## Task directions
Every line in the listing below that holds the word "small" should be returned.

## Exercise input
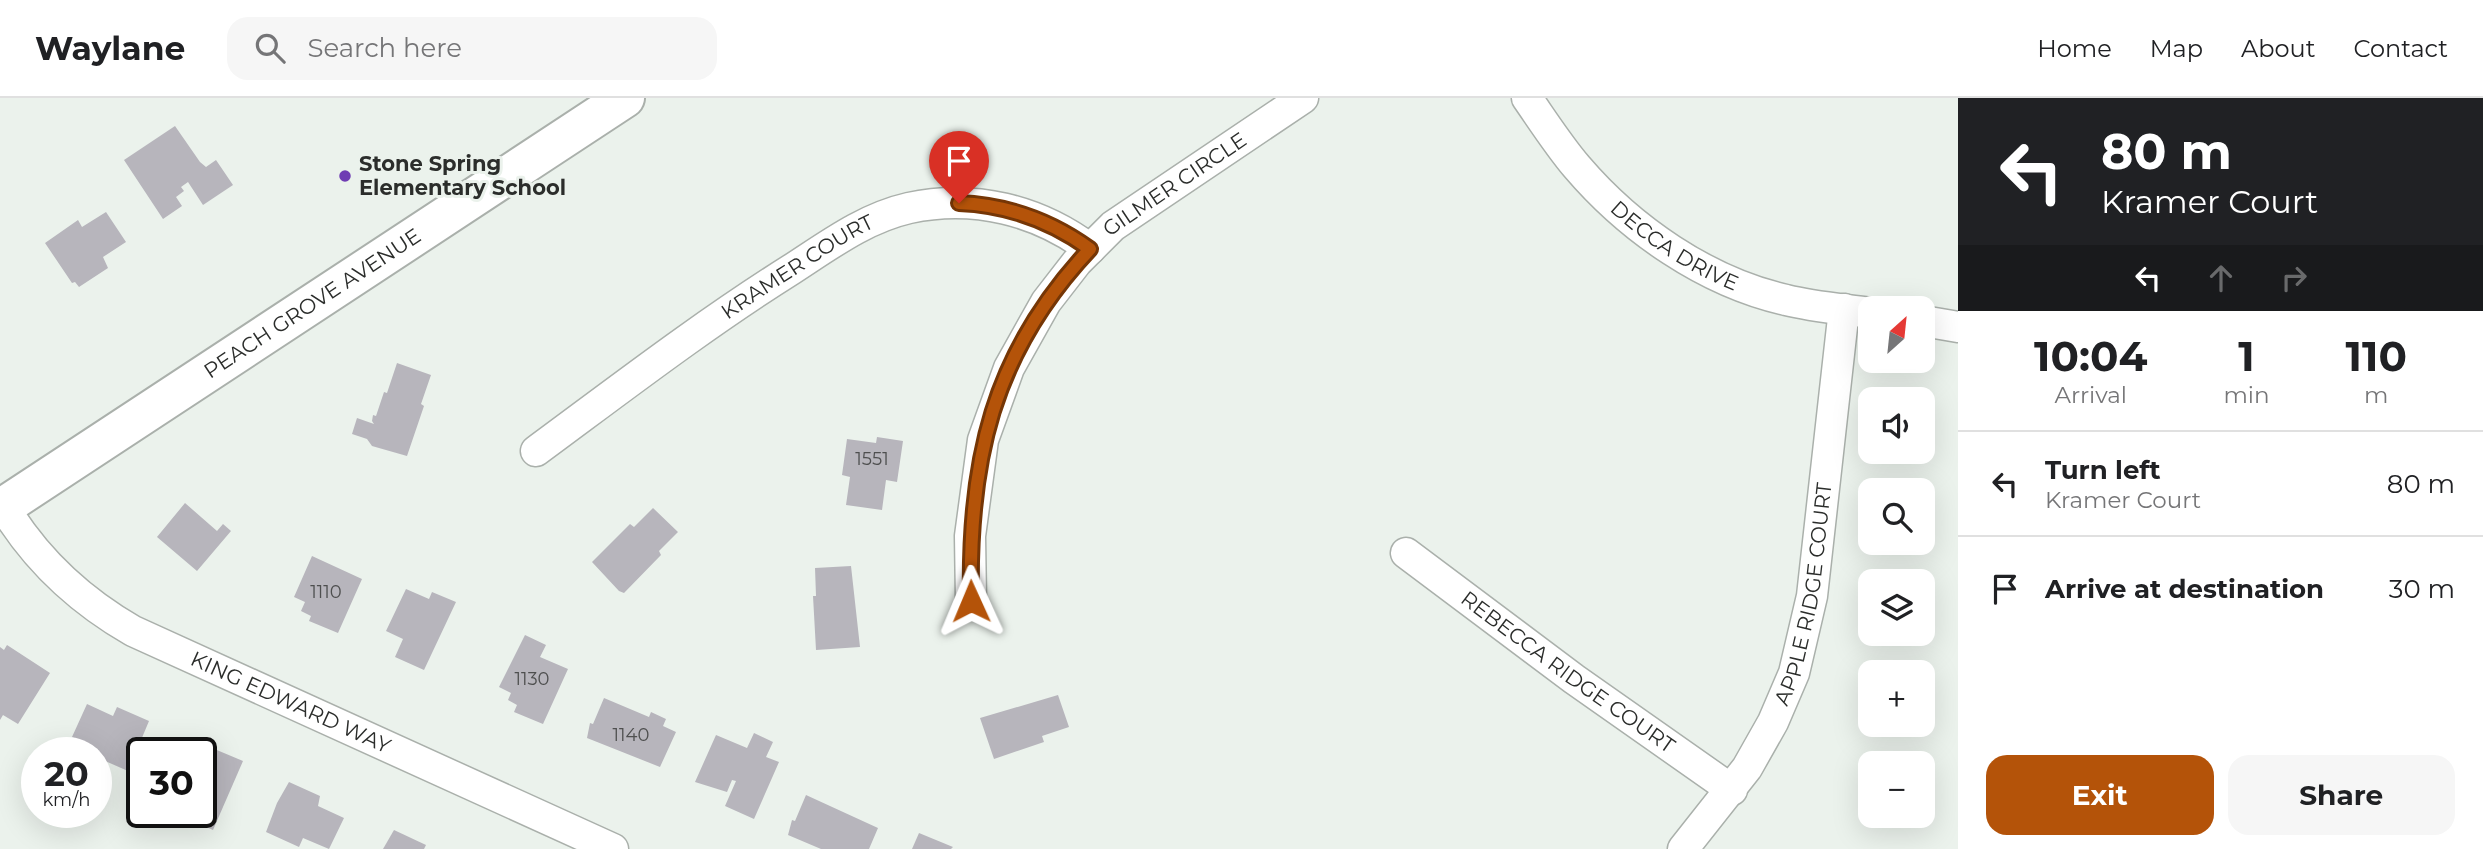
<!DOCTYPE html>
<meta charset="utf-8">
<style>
:root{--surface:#fff;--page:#f6f6f6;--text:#202124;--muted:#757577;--line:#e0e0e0;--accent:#b45309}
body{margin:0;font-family:Montserrat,sans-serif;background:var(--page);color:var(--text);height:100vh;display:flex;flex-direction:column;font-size:26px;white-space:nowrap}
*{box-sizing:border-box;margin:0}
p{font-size:23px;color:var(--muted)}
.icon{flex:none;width:38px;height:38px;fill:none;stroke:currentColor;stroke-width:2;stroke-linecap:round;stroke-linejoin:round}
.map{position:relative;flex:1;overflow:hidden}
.side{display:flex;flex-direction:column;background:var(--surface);width:525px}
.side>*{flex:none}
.hud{background:#202124;color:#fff;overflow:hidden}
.needle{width:46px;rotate:27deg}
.fabs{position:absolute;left:1858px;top:198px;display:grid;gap:14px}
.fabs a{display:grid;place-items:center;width:77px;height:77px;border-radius:14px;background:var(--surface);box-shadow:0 7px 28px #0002;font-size:35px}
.speed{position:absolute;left:21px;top:639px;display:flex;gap:14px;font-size:35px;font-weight:700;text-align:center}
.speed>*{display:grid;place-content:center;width:91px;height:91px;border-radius:50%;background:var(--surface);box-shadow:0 7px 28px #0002;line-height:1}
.speed small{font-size:18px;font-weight:400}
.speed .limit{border:4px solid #111;border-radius:10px;background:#fff;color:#111}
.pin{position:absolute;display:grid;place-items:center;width:60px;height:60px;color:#fff;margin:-72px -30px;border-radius:50% 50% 50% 0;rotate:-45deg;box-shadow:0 0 7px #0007}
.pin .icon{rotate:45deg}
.me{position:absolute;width:77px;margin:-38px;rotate:359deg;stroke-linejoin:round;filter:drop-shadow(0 0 5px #0008)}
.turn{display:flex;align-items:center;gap:24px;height:147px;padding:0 28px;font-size:32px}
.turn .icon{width:91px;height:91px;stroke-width:2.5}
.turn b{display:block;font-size:49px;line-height:60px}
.lanes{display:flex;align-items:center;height:66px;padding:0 28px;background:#0003;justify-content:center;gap:35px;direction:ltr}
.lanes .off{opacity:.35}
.eta{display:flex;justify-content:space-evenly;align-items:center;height:119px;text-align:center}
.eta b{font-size:42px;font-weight:700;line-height:49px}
.button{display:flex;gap:14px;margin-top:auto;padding:14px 28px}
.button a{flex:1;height:80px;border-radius:21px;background:var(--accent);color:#fff;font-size:28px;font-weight:700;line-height:80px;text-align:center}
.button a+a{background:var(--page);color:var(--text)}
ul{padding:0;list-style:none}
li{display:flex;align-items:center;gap:21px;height:105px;padding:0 28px;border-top:2px solid var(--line)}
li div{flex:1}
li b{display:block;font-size:26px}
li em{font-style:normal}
header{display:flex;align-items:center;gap:42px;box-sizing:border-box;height:98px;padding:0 35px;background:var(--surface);border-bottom:2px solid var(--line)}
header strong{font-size:33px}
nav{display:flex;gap:38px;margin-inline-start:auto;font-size:24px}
.search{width:490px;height:63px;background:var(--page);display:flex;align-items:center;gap:18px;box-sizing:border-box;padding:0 24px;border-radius:21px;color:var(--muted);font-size:26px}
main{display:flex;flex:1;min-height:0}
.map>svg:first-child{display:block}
</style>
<header>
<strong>Waylane</strong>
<div class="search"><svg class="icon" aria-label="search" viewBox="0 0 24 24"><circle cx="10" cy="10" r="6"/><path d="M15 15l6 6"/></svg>Search here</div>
<nav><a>Home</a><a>Map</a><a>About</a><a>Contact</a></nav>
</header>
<main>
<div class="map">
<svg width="1958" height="751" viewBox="0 0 1958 751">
<rect width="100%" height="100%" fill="#ebf2ec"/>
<!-- building -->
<g fill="#b7b5bc">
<path d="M175,28L200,64L206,69L216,62L233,87L203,107L188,84L181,89L184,93L176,99L182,108L163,121L124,62Z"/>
<path d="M106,114L126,144L103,159L108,170L79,189L75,184L72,185L45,145L78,122L82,129Z"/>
<path d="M397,265L431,277L421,306L424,308L407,358L372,348L367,341L352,336L357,320L374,326L372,323L373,317L376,318L384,294L387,295Z"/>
<path d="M877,339L903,343L897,384L886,382L882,412L846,407L850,379L842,377L847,341L876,345Z"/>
<path d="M185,405L217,433L223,426L231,433L197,473L157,439Z"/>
<path d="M653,410L678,434L659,453L661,457L624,495L619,493L592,464L630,426L634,429Z"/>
<path d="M312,458L362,481L338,535L309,523L311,518L301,513L305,504L294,499Z"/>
<path d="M851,468L860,549L816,552L813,498H816L815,470Z"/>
<path d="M406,491L429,501L432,494L456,504L424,572L395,559L403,541L386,533Z"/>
<path d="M525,537L546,547L540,559L568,571L543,626L514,614L517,607L508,602L511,595L499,589Z"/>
<path d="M7,547L50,575L18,626L3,617L0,622V549L4,552Z"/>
<path d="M1058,597L1069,629L1042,638L1044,644L994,661L980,620Z"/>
<path d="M604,600L649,619L651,614L666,621L663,628L676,634L660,669L587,640L590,625L593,626Z"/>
<path d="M87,606L113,618L117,609L149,623L128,673L96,659L98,651L72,639Z"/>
<path d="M754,635L773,644L766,659L779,664L754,721L725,708L736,683L732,682L727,694L695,684L716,637L747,650Z"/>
<path d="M181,646L186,648L200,654H177Z"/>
<path d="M212,650L243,663L213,732L181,718L183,714H201V655L208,658Z"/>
<path d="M289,684L320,698L318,708L344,720L329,751L303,740L299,749L266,734L277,705Z"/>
<path d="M806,697L878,730L869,751H821L788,737L792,722L795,723Z"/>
<path d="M394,732L426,747L424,751H383Z"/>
<path d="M919,735L953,749L951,751H912Z"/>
</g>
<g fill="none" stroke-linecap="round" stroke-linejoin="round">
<defs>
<g id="street">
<path id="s1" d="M1527,0C1543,23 1559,48 1577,69C1630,131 1706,184 1786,202C1814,209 1843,211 1871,215"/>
<path d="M1923,223L1958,229"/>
<path id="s2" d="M536,353C620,291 703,227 792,171C829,147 865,120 909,110C974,96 1038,112 1090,151"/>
<path id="s3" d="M4,409C36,462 79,502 133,533L613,751"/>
<path id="s4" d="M1406,455L1574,581L1732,692"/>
<path id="s5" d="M971,503L970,438L983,342L1009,270L1046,204L1077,164L1113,128L1303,0"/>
<path id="s6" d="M1683,751L1747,670L1773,624L1794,575L1812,498L1844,211"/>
</g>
<g id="secondary">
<path id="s7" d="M0,411L625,0"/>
</g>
</defs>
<!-- street casing -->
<use href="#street" stroke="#aab0ab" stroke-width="33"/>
<!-- secondary casing -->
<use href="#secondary" stroke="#aab0ab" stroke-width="42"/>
<!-- street -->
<use href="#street" stroke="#fff" stroke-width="30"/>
<!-- secondary -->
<use href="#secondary" stroke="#fff" stroke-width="38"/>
</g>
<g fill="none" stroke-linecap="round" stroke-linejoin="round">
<defs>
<path id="route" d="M959,105C1008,107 1050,122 1090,151C992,255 968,364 971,503"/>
</defs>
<!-- route casing -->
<use href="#route" stroke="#753606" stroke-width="18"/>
<!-- route -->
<use href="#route" stroke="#b45309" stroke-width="12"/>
</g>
<!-- markers -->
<circle fill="#6f3cb3" stroke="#ebf2ec" stroke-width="2.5" cx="345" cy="78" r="7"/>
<g text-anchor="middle" stroke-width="6" stroke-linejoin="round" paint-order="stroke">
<!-- number labels -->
<g font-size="18" fill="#4e4f4f">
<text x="872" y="367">1551</text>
<text x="326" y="500">1110</text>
<text x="532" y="587">1130</text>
<text x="631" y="643">1140</text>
</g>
<!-- poi labels -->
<g font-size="21" font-weight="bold" fill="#2b2d2b" stroke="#ebf2ec" text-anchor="start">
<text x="359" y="73">Stone Spring<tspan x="359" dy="24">Elementary School</tspan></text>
</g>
<!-- street labels -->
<g font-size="21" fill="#2b2d2b" stroke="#ebf2ec">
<text dy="7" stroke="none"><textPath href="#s5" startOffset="490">GILMER CIRCLE</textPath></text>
<text dy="7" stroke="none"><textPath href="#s1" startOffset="212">DECCA DRIVE</textPath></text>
<text dy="7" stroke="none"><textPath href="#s2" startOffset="320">KRAMER COURT</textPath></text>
<text dy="7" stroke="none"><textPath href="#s7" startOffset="374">PEACH GROVE AVENUE</textPath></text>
<text dy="7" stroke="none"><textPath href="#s6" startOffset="289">APPLE RIDGE COURT</textPath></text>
<text dy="7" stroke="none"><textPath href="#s4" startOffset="201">REBECCA RIDGE COURT</textPath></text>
<text dy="7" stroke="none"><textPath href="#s3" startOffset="354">KING EDWARD WAY</textPath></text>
</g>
</g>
</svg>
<div class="fabs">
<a><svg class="needle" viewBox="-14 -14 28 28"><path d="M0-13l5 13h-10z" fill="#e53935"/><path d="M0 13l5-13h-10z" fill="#757577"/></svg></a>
<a><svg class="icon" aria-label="sound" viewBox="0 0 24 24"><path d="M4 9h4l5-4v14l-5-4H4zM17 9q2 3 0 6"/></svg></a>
<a><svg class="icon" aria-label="search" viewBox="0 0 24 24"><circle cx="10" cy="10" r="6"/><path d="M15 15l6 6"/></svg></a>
<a><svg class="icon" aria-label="layers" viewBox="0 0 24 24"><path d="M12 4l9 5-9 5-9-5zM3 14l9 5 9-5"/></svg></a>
<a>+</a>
<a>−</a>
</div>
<div class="speed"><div>20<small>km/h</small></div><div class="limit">30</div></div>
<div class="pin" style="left:959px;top:105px;background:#d93025"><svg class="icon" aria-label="arrive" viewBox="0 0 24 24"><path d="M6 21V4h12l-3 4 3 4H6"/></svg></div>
<svg class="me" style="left:971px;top:503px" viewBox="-20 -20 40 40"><path d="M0-17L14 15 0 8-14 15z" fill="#b45309" stroke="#fff" stroke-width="4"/></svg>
</div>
<section class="side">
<div class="hud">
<div class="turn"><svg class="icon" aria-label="left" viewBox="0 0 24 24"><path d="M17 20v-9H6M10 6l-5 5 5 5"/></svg><div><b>80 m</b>Kramer Court</div></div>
<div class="lanes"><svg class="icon" aria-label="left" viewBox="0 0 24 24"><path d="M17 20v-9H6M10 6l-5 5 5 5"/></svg><svg class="icon off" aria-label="ahead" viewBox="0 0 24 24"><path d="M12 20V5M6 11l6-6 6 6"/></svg><svg class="icon off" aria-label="right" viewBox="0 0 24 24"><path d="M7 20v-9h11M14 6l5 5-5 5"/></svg></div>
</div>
<div class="eta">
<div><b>10:04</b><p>Arrival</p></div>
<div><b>1</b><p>min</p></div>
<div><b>110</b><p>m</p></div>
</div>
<ul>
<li><svg class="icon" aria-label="left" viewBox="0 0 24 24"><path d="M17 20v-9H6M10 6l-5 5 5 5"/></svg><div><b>Turn left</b><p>Kramer Court</p></div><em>80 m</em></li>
<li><svg class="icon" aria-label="arrive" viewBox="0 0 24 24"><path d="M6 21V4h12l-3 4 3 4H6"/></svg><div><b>Arrive at destination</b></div><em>30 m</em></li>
</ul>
<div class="button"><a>Exit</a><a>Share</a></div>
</section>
</main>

## Solution
.speed small{font-size:18px;font-weight:400}
<div class="speed"><div>20<small>km/h</small></div><div class="limit">30</div></div>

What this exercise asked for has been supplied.